Currently, Nvidia is the standard the facto; they were one of the first to get into the scientific market, and CUDA – Nvidia programming libraries  – have more momentum than openCL, the open source alternative. Although RADEON family are a good alternative in terms of performance, they support is , at this moment, very poor and I can not recommend to buy a AMD GPU. Let’s see what will happen in the next years, where other player, like intel , may present alternatives to NVIDIA.

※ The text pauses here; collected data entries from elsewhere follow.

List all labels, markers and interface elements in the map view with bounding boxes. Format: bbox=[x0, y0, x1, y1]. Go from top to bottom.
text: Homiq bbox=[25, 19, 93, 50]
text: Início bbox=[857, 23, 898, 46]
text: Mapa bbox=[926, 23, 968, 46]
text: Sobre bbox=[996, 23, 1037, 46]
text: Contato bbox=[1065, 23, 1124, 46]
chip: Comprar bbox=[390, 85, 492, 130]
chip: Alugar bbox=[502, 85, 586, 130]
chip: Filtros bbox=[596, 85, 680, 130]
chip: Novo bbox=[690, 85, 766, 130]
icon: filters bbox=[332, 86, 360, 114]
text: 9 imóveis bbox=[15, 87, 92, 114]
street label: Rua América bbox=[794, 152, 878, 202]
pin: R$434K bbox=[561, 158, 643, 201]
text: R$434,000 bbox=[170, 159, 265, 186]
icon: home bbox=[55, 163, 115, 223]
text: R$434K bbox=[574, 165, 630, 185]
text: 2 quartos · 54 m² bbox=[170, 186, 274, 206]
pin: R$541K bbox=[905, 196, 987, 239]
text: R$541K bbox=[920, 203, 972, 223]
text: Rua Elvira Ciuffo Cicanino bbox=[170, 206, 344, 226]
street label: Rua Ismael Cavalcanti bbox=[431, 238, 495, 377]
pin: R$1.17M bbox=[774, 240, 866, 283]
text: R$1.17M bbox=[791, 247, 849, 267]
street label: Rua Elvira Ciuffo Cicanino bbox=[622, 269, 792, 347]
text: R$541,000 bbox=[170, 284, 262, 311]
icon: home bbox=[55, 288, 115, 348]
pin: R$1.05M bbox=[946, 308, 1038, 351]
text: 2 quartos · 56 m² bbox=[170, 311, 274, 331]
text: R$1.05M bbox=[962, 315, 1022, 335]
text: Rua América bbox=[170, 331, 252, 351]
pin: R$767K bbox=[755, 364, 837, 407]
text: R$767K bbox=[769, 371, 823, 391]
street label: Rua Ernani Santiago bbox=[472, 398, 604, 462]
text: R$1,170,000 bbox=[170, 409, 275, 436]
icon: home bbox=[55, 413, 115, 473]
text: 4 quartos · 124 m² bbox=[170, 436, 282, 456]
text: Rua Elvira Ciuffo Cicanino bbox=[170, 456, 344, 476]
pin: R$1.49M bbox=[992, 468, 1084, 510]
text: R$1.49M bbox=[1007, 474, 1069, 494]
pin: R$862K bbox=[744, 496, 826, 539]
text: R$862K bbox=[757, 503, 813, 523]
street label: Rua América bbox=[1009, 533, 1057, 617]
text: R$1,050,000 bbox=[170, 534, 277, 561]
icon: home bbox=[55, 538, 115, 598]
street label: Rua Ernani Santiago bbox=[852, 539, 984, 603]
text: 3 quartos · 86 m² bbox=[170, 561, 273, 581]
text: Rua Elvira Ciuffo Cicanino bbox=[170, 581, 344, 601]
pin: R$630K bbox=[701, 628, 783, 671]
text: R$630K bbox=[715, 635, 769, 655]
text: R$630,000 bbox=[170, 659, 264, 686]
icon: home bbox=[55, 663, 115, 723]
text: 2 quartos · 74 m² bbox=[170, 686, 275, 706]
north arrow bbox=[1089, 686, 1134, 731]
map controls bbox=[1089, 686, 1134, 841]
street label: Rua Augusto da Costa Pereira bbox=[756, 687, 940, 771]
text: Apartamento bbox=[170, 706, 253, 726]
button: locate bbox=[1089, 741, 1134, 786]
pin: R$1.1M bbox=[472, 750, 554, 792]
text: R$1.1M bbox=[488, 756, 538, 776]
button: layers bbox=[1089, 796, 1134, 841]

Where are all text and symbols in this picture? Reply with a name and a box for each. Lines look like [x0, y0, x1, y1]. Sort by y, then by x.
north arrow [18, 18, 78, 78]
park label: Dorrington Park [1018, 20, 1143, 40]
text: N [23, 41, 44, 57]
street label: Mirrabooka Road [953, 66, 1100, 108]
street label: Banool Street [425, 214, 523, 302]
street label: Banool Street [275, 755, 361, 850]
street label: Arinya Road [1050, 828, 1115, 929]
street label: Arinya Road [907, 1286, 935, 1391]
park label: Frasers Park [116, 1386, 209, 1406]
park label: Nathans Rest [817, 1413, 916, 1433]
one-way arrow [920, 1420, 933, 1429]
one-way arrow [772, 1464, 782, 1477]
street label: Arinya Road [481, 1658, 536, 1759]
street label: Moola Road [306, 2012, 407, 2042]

Personally, I prefer to have as much memory I can afford, but if the budget is a problem, try to have at least the same amount as the GPU. Meanwhile the speed of the RAM is not important in terms of accelerated GPU calculations an important bottleneck is the communications of the CPU-RAM and the GPU-RAM, consequently get a motherboard and components (e.g. GPU) supports the latest PCI express version.

A bonus, but not critical, is a SSD disk. This can increase for instance the reading of the mini batches during the training, however, if your budget is tight, you can get a regular disk.

Finally, check the power consumption of your system, GPU are hungry beast in terms of electricity, especially high-end models, a titan Xp can consume almost 250W at full load. The rule of thumb is to get a PSU capable to provide a 20% more than the theoretical usage of your system at full load.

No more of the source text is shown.